Peak Water – Maybe…

Blog, Poverty, Les Routledge

Gwynne Dyer has penned an op ed that claims the world is running out of water required to produce food.  He points to examples like Israel and Saudi Arabia who have cut back on wheat production and now import most of their grains.

I take a different view of this change in that these two examples are situations where markets have been allowed to function and supply the consumers with the lowest cost product.  That solution also happens to conserve scarce supplies of water for human use instead of expending it on producing quite expensive grain.

While I have not problem with sustainable irrigation that uses water that is replenished by nature over time, the idea of producing crops using fossil water is problematic in my mind.

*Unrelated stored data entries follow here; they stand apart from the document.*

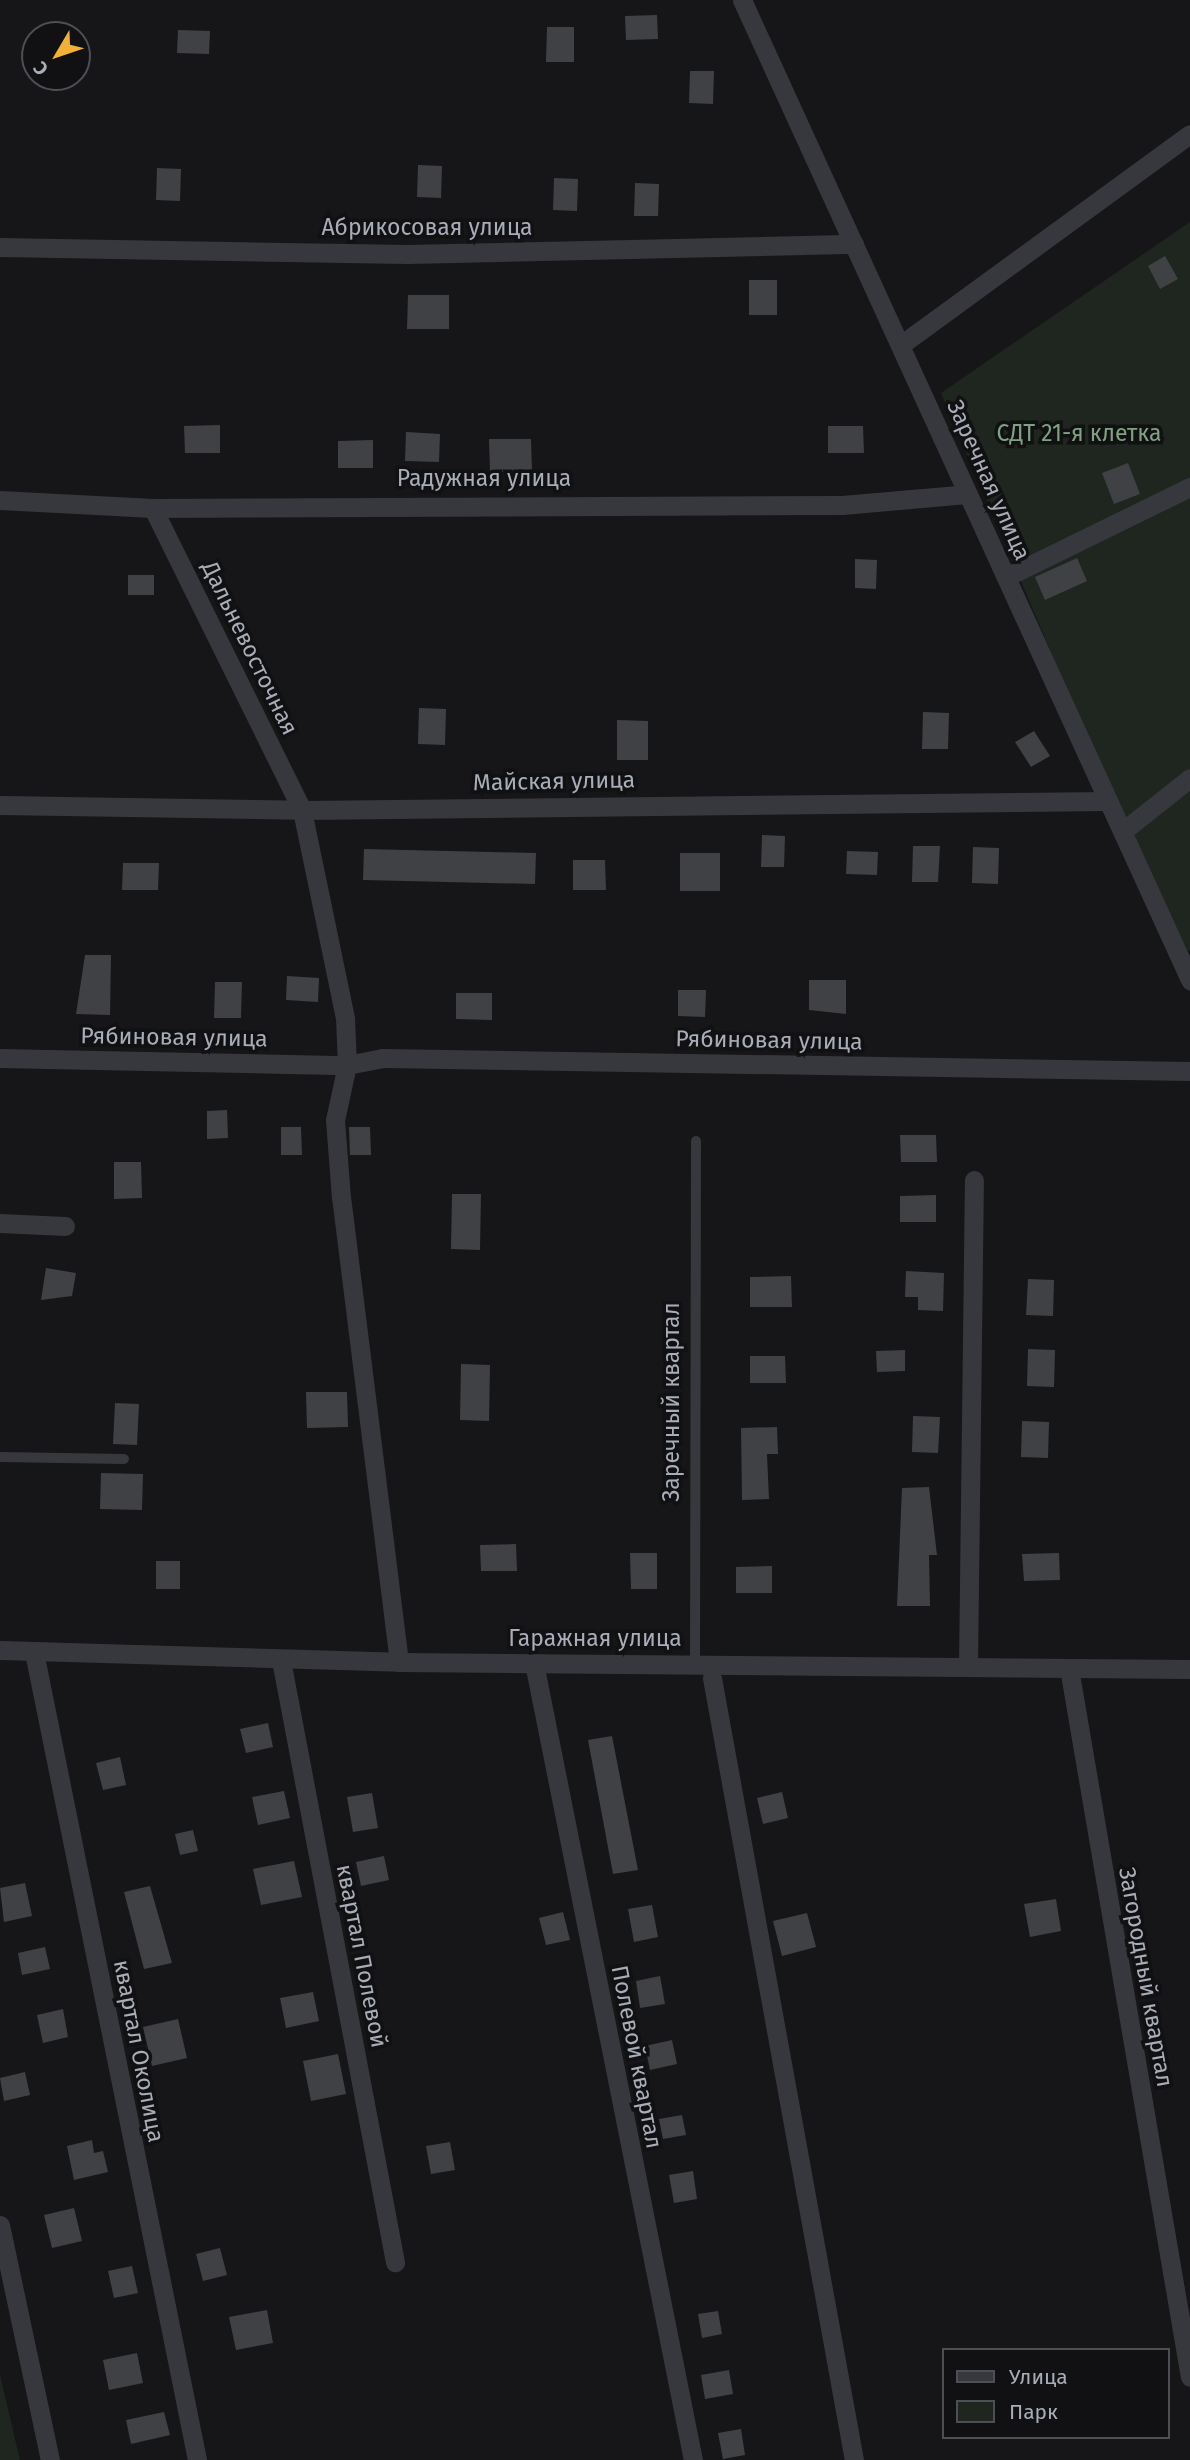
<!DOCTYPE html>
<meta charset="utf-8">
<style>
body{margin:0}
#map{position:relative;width:1190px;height:2460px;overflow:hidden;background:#161618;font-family:"Fira Sans",sans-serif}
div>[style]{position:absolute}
.green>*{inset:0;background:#1e261f}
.building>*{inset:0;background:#404145}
.lane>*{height:10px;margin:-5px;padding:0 5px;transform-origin:5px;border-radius:5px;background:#37383d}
.street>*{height:19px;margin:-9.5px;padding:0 9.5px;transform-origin:9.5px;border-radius:9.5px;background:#37383d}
span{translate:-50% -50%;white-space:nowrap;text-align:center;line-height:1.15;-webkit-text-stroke:7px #111113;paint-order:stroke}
.street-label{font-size:23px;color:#a8adb8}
.park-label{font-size:23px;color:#7fa381}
.legend{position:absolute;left:942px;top:2348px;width:228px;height:91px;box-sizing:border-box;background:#111113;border:2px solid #4d4f55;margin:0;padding:9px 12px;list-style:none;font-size:21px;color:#a8adb8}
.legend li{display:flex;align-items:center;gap:14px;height:35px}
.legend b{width:35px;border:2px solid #4d4f55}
.north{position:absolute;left:21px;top:21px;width:70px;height:70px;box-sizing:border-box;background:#111113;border:2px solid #4d4f55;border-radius:50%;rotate:231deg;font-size:19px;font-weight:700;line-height:28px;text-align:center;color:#a8adb8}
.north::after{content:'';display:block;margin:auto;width:24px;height:32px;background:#f2b134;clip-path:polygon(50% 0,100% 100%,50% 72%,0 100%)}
</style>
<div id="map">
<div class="green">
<i style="clip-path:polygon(1190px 222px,1190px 950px,1180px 956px,941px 393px)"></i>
<i style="clip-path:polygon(0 2375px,20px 2460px,0 2460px)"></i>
</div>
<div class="building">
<i style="clip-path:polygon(657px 15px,658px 39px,626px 40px,625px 16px)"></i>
<i style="clip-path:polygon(547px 27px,574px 27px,574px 62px,546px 62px)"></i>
<i style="clip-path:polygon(178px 30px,210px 31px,209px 54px,177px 53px)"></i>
<i style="clip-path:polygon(690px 71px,714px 71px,713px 104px,689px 103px)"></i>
<i style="clip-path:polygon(418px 165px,442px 166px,441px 198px,417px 197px)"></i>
<i style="clip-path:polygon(157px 168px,181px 169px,180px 201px,156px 200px)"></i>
<i style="clip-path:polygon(554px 178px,578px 179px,577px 211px,553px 210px)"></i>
<i style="clip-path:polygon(635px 183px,659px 184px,658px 216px,634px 216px)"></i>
<i style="clip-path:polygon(1165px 256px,1178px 279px,1160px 289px,1148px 266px)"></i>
<i style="clip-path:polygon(749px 280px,777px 280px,777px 315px,749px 315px)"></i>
<i style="clip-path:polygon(408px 295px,449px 295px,449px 329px,407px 329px)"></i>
<i style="clip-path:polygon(220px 425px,220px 453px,185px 453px,184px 426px)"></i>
<i style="clip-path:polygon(828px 426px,863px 426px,864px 453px,828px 453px)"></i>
<i style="clip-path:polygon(406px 432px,440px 434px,439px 462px,405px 461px)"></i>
<i style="clip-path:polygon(489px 439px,531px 439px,532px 472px,490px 472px)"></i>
<i style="clip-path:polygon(373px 440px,373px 468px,338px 468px,338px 441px)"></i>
<i style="clip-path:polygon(1128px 463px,1140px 494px,1114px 504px,1102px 473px)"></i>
<i style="clip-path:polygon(1077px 558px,1087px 581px,1045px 600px,1035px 577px)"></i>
<i style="clip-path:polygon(855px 559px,877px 560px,876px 589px,855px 588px)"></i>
<i style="clip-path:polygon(128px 575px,154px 575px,154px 595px,128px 595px)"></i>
<i style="clip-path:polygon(419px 708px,446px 709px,445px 745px,418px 744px)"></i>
<i style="clip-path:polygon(923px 712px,949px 713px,948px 749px,922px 749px)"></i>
<i style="clip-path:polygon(617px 720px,648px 721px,648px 760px,617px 760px)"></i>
<i style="clip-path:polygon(1034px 731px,1050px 756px,1031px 767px,1015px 742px)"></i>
<i style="clip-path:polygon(762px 835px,785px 836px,784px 867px,761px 867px)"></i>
<i style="clip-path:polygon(913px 846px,940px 846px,938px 882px,912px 882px)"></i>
<i style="clip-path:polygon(973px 847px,999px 848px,998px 884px,972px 883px)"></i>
<i style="clip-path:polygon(364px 849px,536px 853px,535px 884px,363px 880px)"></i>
<i style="clip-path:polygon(847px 851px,878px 852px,877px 875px,846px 874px)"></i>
<i style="clip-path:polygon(680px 853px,720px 853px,720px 891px,680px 891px)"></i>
<i style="clip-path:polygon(573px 860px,605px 860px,606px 890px,573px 890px)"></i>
<i style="clip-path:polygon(123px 863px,159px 863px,158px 890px,122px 890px)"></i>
<i style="clip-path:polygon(85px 955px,111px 955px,110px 1015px,76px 1014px)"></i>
<i style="clip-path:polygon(287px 976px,319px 978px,318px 1002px,286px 1000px)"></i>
<i style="clip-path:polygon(809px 980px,846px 980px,846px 1014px,809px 1010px)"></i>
<i style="clip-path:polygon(215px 982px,242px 982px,241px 1018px,214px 1018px)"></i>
<i style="clip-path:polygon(678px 990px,706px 990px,705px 1017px,678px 1016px)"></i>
<i style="clip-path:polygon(456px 993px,492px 993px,492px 1020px,456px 1019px)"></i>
<i style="clip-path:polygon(227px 1110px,228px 1138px,207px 1139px,207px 1111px)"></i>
<i style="clip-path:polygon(281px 1127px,301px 1127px,302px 1155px,281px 1155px)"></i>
<i style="clip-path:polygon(349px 1127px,370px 1127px,371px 1155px,350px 1155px)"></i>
<i style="clip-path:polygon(900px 1135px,936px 1135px,937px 1162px,901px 1162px)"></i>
<i style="clip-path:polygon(114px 1162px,141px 1162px,142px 1198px,114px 1199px)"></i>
<i style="clip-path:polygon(452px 1194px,481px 1194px,480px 1250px,451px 1249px)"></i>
<i style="clip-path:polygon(936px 1195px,936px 1222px,900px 1222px,900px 1196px)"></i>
<i style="clip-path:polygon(46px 1268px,76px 1273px,72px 1296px,41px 1300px)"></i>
<i style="clip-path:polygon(906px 1271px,944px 1273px,943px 1311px,918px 1310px,918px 1297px,905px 1297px)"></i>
<i style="clip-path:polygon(791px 1276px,792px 1307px,750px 1307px,750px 1277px)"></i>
<i style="clip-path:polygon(1028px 1279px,1054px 1280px,1053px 1316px,1026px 1315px)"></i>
<i style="clip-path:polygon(1028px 1349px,1055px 1350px,1054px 1387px,1027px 1386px)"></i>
<i style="clip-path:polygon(905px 1350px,905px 1371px,877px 1372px,876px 1351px)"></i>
<i style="clip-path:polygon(750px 1356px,785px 1356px,786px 1383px,750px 1383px)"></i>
<i style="clip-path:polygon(461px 1364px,490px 1365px,489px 1421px,460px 1420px)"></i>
<i style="clip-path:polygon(306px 1392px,347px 1392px,348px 1427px,307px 1428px)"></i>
<i style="clip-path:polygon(115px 1403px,139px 1404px,137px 1445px,113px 1444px)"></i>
<i style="clip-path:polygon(913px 1416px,940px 1417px,938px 1453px,912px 1452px)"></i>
<i style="clip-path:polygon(1022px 1421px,1049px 1422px,1048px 1458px,1021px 1457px)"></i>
<i style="clip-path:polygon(777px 1427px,778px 1454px,767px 1454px,769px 1499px,742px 1500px,741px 1428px)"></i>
<i style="clip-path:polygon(101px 1473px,143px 1474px,142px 1510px,100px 1509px)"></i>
<i style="clip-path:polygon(929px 1487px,937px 1555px,929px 1555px,930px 1606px,897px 1606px,902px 1488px)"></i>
<i style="clip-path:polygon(516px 1544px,517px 1571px,481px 1571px,480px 1545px)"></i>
<i style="clip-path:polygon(630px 1553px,657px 1553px,657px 1589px,631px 1589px)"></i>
<i style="clip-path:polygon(1059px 1553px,1060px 1580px,1024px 1581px,1022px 1554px)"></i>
<i style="clip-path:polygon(156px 1561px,180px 1561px,180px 1589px,156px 1589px)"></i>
<i style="clip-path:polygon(772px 1566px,772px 1593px,736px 1593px,736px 1567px)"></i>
<i style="clip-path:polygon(268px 1723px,273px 1747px,246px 1753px,240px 1729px)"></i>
<i style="clip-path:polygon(612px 1736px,638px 1870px,613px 1874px,588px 1740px)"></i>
<i style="clip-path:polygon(120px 1757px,126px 1785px,103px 1790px,96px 1763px)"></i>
<i style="clip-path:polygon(284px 1791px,290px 1818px,258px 1825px,252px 1797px)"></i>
<i style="clip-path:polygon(782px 1792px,788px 1818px,763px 1824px,757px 1798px)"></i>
<i style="clip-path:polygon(372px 1793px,378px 1828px,353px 1832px,347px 1797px)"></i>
<i style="clip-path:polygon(193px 1830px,198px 1851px,180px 1855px,175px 1834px)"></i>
<i style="clip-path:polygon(384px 1856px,389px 1880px,361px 1886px,356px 1862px)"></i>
<i style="clip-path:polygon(294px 1861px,302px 1897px,261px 1905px,253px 1869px)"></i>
<i style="clip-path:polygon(25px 1883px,32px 1916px,4px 1922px,0 1888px)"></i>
<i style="clip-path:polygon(150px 1886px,172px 1963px,144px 1969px,124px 1892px)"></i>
<i style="clip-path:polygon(1056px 1899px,1061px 1931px,1030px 1937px,1024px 1904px)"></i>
<i style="clip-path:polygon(652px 1905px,658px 1937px,634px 1942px,628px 1909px)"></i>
<i style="clip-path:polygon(563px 1912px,570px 1940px,546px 1945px,539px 1918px)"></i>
<i style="clip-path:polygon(807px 1913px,816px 1947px,782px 1956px,773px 1921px)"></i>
<i style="clip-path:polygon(45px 1947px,50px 1969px,22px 1975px,18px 1953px)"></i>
<i style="clip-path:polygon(660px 1976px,665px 2004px,640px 2008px,636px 1981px)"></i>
<i style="clip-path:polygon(313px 1992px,319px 2021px,286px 2028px,280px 1998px)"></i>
<i style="clip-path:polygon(63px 2009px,68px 2037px,43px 2043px,37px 2015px)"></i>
<i style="clip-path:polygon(178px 2019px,187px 2058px,152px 2066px,143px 2027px)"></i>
<i style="clip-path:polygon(672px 2040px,677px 2064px,650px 2070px,645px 2046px)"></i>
<i style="clip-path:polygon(338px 2054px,346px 2094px,311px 2101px,303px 2061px)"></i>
<i style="clip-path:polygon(25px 2072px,30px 2095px,4px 2101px,0 2078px)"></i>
<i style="clip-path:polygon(682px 2115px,686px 2135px,663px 2139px,659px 2119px)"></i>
<i style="clip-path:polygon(92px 2140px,94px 2153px,103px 2151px,108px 2172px,74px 2180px,67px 2146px)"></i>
<i style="clip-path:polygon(450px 2142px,455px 2170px,431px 2174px,426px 2146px)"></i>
<i style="clip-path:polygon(693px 2171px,697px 2199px,674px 2203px,669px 2175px)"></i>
<i style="clip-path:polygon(74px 2208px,82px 2241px,52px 2248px,44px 2215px)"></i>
<i style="clip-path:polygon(220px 2248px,227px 2275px,203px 2281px,196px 2254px)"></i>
<i style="clip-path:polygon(132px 2266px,138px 2293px,114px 2298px,108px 2271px)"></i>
<i style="clip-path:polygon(267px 2310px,273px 2343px,236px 2350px,229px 2317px)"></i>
<i style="clip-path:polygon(718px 2311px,722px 2334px,702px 2338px,698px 2314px)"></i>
<i style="clip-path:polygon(137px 2353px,143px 2383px,109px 2390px,103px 2360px)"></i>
<i style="clip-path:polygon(729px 2370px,733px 2394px,705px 2399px,701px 2375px)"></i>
<i style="clip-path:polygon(164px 2412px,170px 2435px,131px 2444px,126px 2420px)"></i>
<i style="clip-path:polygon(741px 2429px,745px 2455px,723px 2459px,718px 2433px)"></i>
</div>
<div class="lane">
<i style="left:0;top:1457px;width:124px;rotate:0.9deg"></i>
<i style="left:695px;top:1662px;width:521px;rotate:-89.89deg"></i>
</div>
<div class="street">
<i style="left:742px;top:0;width:1078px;rotate:65.43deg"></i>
<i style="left:0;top:247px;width:407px;rotate:1deg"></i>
<i style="left:407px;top:254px;width:447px;rotate:-1.3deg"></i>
<i style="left:902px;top:344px;width:356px;rotate:-36.1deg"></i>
<i style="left:0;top:500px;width:153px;rotate:3deg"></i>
<i style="left:153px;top:508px;width:689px;rotate:-0.25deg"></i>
<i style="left:842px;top:505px;width:125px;rotate:-5deg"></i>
<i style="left:1006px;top:577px;width:205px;rotate:-26.1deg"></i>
<i style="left:0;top:805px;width:302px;rotate:0.9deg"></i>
<i style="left:302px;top:810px;width:806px;rotate:-0.64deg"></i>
<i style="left:1123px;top:831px;width:85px;rotate:-38.3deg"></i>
<i style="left:0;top:1058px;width:347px;rotate:1.2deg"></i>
<i style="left:347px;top:1065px;width:47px;rotate:-92.4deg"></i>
<i style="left:345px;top:1018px;width:212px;rotate:-101.7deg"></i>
<i style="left:302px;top:810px;width:337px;rotate:-116.3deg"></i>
<i style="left:0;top:1223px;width:65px;rotate:2.6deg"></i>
<i style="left:0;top:1650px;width:399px;rotate:1.7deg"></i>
<i style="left:399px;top:1662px;width:791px;rotate:0.51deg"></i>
<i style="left:34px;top:1652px;width:824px;rotate:78.59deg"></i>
<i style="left:281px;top:1660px;width:613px;rotate:79.28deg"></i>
<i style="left:399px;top:1662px;width:468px;rotate:-97.1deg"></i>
<i style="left:341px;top:1198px;width:78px;rotate:-94.4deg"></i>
<i style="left:335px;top:1120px;width:56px;rotate:-77.7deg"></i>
<i style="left:347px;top:1065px;width:36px;rotate:-11deg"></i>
<i style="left:382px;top:1058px;width:808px;rotate:0.92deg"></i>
<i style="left:534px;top:1663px;width:813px;rotate:78.72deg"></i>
<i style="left:968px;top:1666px;width:486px;rotate:-89.3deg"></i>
<i style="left:1069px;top:1668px;width:719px;rotate:80.32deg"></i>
<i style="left:712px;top:1678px;width:795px;rotate:79.71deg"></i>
<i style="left:0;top:2225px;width:240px;rotate:78deg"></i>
</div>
<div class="street-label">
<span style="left:427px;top:227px">Абрикосовая улица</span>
<span style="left:484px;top:478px">Радужная улица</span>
<span style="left:989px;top:480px;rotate:66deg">Заречная улица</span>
<span style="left:250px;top:648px;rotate:64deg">Дальневосточная</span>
<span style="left:554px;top:781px;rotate:-1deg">Майская улица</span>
<span style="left:174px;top:1037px;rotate:1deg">Рябиновая улица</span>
<span style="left:769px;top:1040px;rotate:1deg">Рябиновая улица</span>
<span style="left:671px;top:1402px;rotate:-90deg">Заречный квартал</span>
<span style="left:595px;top:1638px">Гаражная улица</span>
<span style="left:362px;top:1956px;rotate:79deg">квартал Полевой</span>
<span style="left:1146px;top:1977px;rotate:80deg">Загородный квартал</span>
<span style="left:139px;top:2051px;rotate:79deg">квартал Околица</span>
<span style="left:637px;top:2057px;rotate:79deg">Полевой квартал</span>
</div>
<div class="park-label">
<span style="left:1079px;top:433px">СДТ 21-я клетка</span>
</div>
<ul class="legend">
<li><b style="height:9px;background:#37383d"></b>Улица</li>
<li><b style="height:19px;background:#1e261f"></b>Парк</li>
</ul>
<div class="north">С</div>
</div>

On a global scale, a lot of land is used to grow crops that supply fuel, fibre, industrial feed stocks, or recreational purposes.  In the event that supply does become scarce, hopefully governments will allow market forces to function and allocate land use and, by extension, grain supplies to human consumption instead of nice-to-have products like bio-fuels, natural fibers (e.g cotton, linen), industrial products, or golf courses and camping grounds.

In addition, hopefully the world can figure out how to solve the challenges of civil conflict that are the root cause of starvation and hunger in many parts of the world.  It is challenging to farm when there is limit personal security and security of land tenure. led alone invest in drought proofing measures that will produce a more reliable and stable supply of food.